Les lois et l’égalité
C’est ainsi qu’il faut comprendre le sens des lois et de leur méconnaissance par la droite : les lois ont toujours été imaginées pour veiller à l’égalité. Les lois ne sont pas seulement là pour organiser le monde social et pour le réguler, elles ne sont pas seulement là pour imposer des normes et des règles qui assurent la pérennité de la société : elles sont là pour instituer une véritable égalité politique, car elles s’imposent de la même manière à toutes et à tous. Nous sommes toutes et tous porteurs d’identités différentes, nous disposons toutes et tous de forces différentes et de moyens qui nous sont propres : c’est la loi qui permet que l’égalité soit assurée dans la société dans laquelle nous vivons, car elle institue des règles qui, elles, sont semblables pour nous tous. C’est bien pour cela que la droite cherche toujours à être indifférente aux lois qui sont des obstacles à la manifestation des rapports de forces et qui permettent que soit assurée l’égalité à laquelle elle est, par définition, toujours opposée. En réfléchissant, ainsi, à l’indifférence aux lois, on peut mieux comprendre quel est leur rôle dans une société : elles instituent une égalité entre toutes et tous pour mettre fin à une société fondée sur le seul rapport des forces.

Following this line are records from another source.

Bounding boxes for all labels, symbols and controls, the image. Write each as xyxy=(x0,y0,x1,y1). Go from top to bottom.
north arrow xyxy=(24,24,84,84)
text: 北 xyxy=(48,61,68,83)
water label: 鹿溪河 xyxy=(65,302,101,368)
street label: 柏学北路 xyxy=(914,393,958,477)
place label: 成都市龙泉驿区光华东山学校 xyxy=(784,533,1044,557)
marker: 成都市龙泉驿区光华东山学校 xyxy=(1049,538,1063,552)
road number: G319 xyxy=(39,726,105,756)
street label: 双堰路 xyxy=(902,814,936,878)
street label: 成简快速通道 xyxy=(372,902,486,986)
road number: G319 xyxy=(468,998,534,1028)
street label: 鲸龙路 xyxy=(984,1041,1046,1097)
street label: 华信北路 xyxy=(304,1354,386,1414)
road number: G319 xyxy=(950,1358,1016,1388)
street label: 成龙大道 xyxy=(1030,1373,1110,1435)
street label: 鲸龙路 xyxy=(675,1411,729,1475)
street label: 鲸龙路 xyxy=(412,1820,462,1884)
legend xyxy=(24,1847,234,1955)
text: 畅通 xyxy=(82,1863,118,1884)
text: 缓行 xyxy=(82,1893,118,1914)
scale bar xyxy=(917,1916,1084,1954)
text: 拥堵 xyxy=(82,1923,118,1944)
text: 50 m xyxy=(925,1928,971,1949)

Le déni du langage et de la culture
Finissons en réfléchissant au sens du mot « loi ». La loi, la lex, c’est ce que l’on appelle un performatif (il n’y en a pas beaucoup dans le langage). Un performatif, c’est un discours qui agit. Les mots de la loi ont une force qui leur est propre, et c’est bien pour cela que la loi est étrangère aux rapports de forces : elle n’a pas besoin d’eux, elle n’a besoin que de l’adhésion de celles et de ceux dont elle organise la vie sociale. C’est pourquoi, parce que la loi consiste dans des mots, dans du langage, c’est-à-dire dans de la culture, que la droite est souvent si opposée à la culture, qu’elle réduit souvent à du loisir et à du divertissement, alors que le rôle, essentiel, de la culture est d’exprimer l’identité.